**Given records**

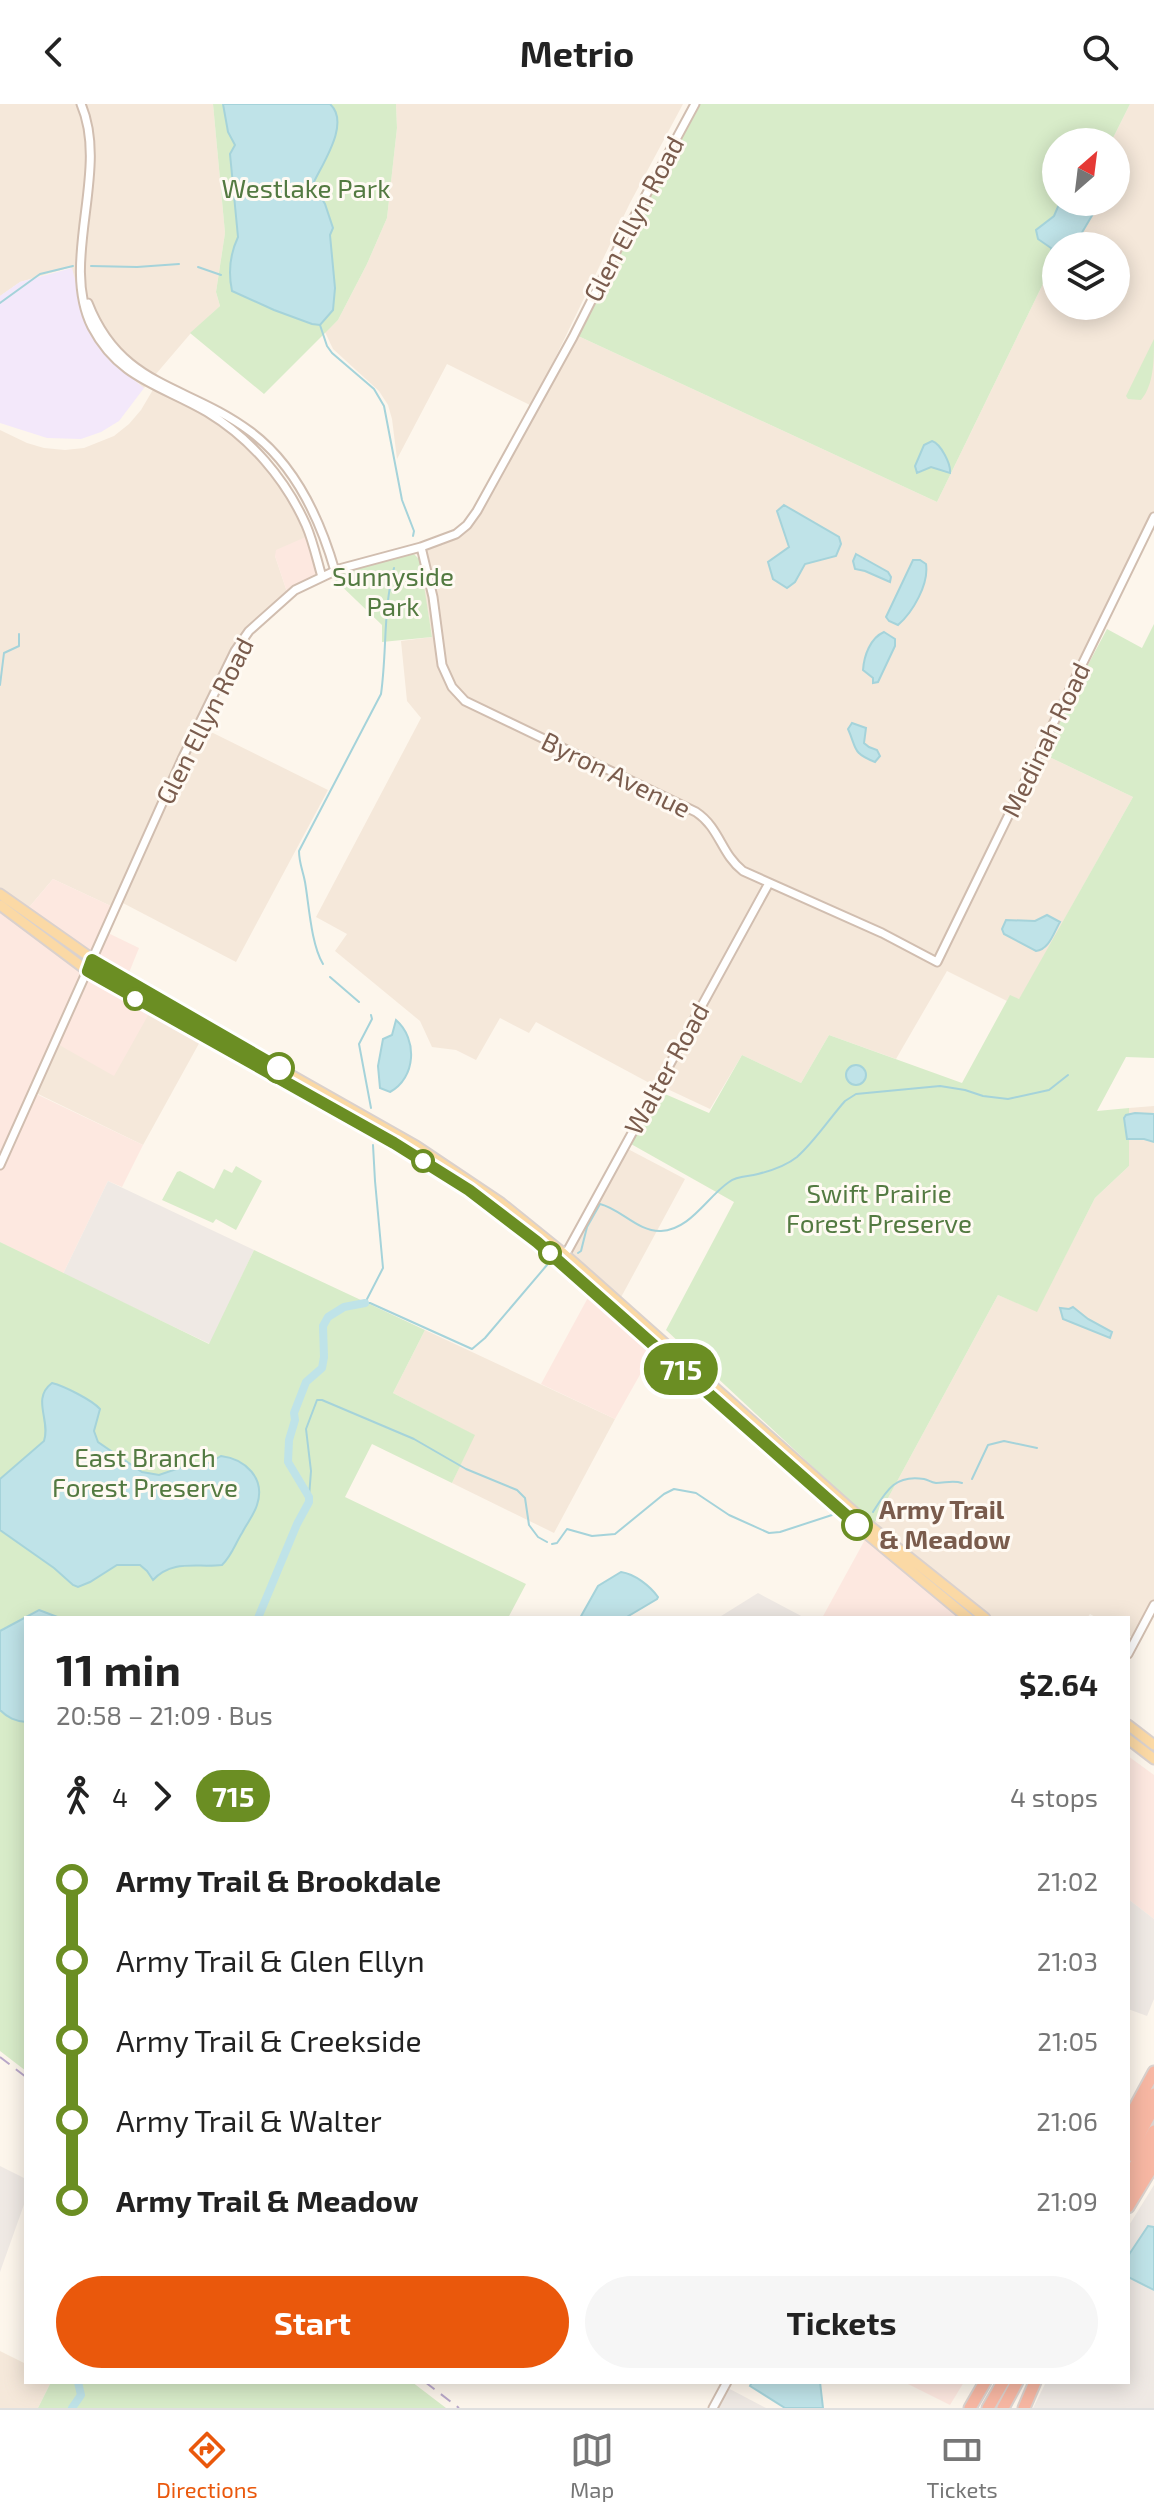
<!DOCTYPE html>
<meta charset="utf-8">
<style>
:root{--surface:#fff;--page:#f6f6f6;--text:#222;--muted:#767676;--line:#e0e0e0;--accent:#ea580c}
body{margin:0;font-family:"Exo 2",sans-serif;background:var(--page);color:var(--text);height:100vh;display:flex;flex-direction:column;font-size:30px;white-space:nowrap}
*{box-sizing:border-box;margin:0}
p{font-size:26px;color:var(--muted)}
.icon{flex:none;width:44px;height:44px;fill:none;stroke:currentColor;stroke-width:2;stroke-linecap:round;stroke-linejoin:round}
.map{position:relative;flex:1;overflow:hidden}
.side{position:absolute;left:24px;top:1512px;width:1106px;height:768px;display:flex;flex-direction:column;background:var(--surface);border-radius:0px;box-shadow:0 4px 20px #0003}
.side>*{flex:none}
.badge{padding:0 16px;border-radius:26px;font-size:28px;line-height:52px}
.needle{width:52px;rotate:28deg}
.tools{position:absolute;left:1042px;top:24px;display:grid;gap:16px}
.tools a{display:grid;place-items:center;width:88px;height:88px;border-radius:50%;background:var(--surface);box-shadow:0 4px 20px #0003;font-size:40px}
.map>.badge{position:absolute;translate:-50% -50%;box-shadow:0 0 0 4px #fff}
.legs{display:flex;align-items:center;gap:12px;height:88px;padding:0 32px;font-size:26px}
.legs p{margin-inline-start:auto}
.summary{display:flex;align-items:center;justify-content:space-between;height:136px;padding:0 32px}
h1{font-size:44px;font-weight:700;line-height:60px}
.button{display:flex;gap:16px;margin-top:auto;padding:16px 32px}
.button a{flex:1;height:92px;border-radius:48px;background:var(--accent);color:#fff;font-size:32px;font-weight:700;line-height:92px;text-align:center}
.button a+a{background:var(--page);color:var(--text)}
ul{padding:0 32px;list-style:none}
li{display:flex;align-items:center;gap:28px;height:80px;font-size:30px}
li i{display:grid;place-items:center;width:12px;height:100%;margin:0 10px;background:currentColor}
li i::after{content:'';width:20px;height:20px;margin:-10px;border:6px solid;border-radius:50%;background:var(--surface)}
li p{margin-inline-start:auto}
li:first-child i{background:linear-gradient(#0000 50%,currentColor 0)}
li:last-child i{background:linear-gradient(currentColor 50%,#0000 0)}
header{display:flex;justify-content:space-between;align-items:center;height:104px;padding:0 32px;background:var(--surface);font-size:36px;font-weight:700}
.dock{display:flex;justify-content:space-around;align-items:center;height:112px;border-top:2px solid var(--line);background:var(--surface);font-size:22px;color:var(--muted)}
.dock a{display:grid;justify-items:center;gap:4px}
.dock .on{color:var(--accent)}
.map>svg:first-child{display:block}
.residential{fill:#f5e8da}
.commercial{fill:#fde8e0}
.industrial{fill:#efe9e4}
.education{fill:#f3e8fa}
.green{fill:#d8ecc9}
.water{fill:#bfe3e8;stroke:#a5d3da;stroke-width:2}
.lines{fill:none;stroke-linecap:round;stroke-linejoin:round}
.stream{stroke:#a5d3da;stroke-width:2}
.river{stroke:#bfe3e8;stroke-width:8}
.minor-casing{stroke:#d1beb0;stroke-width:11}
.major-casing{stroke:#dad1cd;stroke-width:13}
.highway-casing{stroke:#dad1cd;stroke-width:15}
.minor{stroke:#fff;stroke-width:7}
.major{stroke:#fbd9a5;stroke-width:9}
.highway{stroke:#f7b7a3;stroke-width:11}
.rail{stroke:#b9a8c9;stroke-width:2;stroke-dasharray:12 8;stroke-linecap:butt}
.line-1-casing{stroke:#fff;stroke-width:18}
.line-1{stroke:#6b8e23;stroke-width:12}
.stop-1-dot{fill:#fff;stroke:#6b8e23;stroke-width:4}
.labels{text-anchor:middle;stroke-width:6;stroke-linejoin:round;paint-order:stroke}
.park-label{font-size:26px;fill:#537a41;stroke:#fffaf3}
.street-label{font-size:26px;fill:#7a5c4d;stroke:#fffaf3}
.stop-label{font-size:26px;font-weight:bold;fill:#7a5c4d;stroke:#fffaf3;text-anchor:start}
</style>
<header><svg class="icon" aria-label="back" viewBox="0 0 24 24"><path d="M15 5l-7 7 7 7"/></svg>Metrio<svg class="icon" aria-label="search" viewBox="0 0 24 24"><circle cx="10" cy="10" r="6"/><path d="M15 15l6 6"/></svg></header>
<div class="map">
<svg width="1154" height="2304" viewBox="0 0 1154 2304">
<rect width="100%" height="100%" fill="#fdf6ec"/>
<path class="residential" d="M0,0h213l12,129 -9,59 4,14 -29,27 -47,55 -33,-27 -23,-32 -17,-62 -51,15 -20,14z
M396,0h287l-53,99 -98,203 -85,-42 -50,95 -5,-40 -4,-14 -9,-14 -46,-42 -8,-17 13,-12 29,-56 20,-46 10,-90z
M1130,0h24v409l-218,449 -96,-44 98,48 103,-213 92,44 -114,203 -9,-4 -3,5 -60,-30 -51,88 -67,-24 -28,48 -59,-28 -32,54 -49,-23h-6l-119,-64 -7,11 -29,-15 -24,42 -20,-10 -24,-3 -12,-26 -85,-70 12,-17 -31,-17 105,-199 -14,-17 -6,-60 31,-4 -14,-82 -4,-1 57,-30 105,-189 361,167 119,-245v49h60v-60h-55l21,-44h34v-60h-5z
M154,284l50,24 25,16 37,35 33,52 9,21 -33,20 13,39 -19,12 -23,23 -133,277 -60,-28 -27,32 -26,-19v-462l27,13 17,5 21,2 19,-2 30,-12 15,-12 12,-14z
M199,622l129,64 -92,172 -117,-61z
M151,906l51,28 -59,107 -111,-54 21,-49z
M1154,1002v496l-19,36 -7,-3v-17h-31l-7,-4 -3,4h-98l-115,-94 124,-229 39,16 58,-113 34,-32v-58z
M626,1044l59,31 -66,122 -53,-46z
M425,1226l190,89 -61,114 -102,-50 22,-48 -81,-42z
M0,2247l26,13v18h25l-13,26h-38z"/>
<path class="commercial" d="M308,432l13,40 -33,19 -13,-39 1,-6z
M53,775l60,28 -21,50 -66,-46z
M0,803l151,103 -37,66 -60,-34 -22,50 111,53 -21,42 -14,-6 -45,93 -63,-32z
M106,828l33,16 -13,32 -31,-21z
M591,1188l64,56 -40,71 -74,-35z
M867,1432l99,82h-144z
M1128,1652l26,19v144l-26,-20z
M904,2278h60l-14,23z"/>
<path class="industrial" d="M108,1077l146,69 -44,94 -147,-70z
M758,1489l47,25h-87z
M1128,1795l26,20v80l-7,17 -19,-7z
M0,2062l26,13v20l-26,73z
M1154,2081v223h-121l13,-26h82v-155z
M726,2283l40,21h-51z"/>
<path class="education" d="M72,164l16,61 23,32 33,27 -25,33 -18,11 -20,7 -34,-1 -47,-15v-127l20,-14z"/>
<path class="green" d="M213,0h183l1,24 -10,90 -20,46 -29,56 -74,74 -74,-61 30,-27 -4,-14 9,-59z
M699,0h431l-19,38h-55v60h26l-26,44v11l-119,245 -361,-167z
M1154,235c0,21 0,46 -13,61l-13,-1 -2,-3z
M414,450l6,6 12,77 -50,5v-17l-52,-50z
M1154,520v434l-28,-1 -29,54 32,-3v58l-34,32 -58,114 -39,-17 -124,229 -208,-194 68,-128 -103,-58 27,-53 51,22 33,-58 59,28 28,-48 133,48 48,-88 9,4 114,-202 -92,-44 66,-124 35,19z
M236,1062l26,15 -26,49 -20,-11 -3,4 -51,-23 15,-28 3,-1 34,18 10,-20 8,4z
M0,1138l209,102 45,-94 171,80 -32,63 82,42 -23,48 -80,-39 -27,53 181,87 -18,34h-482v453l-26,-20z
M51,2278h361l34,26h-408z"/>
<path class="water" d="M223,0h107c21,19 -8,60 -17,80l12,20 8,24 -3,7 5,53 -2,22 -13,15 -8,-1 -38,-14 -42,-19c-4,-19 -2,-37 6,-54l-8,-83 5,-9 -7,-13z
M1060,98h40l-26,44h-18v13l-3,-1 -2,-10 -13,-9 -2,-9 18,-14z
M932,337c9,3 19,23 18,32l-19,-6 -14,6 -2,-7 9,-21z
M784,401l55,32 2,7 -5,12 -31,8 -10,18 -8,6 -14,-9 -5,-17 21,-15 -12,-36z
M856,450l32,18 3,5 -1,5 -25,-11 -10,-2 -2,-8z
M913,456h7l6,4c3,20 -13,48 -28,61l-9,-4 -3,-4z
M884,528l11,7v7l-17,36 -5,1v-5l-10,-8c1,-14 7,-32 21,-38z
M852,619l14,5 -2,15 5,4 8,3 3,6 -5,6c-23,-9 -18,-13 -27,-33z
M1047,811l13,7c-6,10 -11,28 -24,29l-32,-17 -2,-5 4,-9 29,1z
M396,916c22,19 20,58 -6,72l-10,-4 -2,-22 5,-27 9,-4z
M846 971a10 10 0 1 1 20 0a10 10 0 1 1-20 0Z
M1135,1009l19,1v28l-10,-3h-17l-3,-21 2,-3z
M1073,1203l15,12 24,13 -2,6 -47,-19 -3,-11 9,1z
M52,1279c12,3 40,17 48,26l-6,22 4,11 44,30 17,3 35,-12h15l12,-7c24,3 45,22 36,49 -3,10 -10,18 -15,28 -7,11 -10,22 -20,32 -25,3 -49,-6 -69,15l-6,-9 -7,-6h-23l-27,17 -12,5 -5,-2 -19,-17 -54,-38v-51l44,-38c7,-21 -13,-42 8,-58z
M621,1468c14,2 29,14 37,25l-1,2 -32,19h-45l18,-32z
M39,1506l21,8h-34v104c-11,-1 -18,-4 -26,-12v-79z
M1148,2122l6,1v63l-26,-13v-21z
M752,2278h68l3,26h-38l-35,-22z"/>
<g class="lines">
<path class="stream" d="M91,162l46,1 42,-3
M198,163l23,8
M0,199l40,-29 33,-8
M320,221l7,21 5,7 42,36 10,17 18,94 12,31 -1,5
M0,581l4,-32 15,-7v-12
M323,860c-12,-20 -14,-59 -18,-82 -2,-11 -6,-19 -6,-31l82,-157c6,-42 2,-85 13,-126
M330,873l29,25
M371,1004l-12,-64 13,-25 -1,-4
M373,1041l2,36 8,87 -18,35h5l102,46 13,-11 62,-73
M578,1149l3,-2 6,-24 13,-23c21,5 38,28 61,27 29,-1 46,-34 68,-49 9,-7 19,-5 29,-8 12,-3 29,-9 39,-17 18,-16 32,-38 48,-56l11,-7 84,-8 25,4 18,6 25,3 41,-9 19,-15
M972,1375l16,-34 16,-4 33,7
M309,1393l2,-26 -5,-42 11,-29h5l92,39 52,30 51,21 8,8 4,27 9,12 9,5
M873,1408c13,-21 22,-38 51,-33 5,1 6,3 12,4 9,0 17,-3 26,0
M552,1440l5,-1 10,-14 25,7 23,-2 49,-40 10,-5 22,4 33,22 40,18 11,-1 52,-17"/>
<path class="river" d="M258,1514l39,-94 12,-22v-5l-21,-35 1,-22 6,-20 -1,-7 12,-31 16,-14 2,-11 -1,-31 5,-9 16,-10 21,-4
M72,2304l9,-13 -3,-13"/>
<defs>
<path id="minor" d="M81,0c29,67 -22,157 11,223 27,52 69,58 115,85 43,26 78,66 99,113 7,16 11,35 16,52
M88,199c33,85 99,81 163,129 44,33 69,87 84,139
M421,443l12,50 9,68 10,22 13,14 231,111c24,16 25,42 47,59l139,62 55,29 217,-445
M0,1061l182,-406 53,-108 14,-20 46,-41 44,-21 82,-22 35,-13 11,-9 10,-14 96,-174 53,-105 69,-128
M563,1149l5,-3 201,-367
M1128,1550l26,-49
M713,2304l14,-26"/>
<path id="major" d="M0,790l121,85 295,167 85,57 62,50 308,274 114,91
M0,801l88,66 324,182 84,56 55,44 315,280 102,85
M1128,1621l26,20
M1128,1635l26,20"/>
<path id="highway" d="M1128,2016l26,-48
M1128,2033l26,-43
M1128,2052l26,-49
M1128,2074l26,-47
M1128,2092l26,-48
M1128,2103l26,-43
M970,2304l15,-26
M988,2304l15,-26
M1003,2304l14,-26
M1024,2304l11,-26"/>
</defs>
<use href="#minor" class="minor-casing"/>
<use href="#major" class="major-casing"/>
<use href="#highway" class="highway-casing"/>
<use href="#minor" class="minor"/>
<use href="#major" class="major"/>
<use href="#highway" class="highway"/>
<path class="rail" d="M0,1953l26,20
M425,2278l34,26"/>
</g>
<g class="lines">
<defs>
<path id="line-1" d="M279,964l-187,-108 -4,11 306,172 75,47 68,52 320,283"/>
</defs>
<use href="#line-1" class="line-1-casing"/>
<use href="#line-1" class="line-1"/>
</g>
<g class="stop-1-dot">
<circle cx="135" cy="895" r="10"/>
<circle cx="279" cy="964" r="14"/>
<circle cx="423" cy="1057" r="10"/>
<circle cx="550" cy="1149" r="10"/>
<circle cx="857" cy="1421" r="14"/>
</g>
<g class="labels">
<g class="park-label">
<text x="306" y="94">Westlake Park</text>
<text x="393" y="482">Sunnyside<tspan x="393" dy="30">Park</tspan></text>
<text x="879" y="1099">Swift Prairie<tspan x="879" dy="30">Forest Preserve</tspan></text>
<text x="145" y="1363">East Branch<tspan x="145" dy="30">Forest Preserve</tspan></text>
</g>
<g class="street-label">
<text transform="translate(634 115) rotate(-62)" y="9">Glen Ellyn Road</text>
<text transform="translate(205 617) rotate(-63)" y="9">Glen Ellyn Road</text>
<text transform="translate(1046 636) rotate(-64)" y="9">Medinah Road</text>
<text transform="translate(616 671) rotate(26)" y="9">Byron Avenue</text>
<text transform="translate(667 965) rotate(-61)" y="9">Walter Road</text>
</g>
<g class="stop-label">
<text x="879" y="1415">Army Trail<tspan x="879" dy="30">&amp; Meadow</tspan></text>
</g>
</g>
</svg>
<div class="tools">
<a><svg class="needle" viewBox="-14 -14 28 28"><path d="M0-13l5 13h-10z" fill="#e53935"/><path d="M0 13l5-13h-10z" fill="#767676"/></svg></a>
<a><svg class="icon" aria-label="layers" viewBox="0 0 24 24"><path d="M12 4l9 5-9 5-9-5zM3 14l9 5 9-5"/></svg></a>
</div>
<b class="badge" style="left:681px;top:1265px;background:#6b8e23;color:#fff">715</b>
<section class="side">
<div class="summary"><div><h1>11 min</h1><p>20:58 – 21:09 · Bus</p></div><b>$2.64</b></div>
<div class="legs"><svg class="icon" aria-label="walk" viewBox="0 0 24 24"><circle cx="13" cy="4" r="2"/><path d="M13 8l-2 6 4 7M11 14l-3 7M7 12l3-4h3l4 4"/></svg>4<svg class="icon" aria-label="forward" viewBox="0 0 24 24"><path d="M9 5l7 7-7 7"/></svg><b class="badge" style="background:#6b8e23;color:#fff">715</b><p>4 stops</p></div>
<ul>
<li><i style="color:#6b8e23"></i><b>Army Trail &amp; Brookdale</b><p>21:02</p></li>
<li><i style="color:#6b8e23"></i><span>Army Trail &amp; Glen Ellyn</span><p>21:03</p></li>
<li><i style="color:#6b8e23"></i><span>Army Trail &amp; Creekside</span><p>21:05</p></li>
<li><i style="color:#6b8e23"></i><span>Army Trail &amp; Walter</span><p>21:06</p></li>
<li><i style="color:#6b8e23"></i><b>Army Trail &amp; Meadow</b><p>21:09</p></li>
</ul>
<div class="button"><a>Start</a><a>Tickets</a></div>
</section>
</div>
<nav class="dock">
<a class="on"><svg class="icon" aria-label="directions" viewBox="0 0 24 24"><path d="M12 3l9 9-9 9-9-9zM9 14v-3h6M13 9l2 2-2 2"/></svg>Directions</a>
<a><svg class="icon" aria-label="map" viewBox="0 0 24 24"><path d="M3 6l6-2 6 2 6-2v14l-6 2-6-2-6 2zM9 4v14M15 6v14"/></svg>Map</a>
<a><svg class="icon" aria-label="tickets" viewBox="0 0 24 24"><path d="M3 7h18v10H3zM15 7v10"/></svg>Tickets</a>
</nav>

**Task to complete**
Reproduce each line from the records that contains the word "linecap".

**Exercise answer**
.icon{flex:none;width:44px;height:44px;fill:none;stroke:currentColor;stroke-width:2;stroke-linecap:round;stroke-linejoin:round}
.lines{fill:none;stroke-linecap:round;stroke-linejoin:round}
.rail{stroke:#b9a8c9;stroke-width:2;stroke-dasharray:12 8;stroke-linecap:butt}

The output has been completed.